Fraud is defined as an intentional dishonest act or omission done with the purpose of deceiving. An employee owes a duty of fidelity to his or her employer. The employee must look to the best interests of their employer and not to do anything that will harm those interests.
What those interests are and the ways in which those interests can be damaged will depend upon the circumstances of each business venture. These can include whether the venture is in manufacture, transport, consultancy etc. Each type of business will provide different avenues for obtaining a benefit.

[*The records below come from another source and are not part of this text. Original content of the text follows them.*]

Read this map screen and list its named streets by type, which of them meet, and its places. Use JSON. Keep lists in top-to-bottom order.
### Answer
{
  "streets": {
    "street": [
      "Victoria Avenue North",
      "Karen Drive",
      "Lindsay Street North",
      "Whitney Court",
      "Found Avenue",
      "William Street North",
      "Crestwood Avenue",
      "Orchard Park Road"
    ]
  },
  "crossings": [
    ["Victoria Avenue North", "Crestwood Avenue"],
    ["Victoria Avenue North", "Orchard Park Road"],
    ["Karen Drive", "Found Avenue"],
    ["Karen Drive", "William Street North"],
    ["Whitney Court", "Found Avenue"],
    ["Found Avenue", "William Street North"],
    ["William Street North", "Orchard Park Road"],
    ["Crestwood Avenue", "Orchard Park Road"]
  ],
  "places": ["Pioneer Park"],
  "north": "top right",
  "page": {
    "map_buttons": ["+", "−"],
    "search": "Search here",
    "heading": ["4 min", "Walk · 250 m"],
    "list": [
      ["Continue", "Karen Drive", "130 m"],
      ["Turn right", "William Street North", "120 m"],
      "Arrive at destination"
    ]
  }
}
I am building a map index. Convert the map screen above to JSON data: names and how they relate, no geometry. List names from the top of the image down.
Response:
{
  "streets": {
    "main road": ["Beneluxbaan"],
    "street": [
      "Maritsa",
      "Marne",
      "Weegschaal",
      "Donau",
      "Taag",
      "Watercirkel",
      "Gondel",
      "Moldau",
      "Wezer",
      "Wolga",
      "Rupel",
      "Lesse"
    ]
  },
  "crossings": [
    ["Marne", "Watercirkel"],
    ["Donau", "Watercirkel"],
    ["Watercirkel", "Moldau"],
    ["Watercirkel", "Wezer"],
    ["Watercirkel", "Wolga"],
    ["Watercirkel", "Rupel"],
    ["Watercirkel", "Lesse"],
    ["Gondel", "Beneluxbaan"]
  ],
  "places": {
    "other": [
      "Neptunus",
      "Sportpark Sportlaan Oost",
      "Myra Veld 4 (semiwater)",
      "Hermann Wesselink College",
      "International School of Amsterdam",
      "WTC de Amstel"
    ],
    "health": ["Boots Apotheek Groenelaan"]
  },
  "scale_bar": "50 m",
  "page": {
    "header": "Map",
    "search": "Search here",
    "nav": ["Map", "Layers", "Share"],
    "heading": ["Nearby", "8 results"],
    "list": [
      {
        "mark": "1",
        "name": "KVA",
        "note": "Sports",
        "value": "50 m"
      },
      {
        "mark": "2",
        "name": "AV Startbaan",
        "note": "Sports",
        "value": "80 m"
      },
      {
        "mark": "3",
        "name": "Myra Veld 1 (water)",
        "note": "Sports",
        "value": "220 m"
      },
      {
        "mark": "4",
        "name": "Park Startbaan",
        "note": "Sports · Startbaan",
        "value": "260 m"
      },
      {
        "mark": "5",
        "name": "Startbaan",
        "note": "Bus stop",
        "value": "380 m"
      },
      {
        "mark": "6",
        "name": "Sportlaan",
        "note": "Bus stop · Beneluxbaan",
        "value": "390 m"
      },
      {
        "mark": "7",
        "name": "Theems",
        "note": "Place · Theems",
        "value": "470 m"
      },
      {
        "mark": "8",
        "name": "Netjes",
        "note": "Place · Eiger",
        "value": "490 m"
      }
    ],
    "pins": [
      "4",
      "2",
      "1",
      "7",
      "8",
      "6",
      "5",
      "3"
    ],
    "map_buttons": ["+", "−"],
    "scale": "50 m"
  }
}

The form of fraud committed against any business will vary according to the circumstances. In the building industry for example opportunities to commit fraud may arise at various stages throughout a contract. Fraud could be committed at the quotation stage with the client being given a “wrong quotation”. At the time of supply excess orders could be generated. During the construction stage materials could be diverted from the project to other purposes.
How can a business protect itself against being defrauded by its employees?
As a first step, employers need to recognise the potential for fraud. Taking care with the recruitme...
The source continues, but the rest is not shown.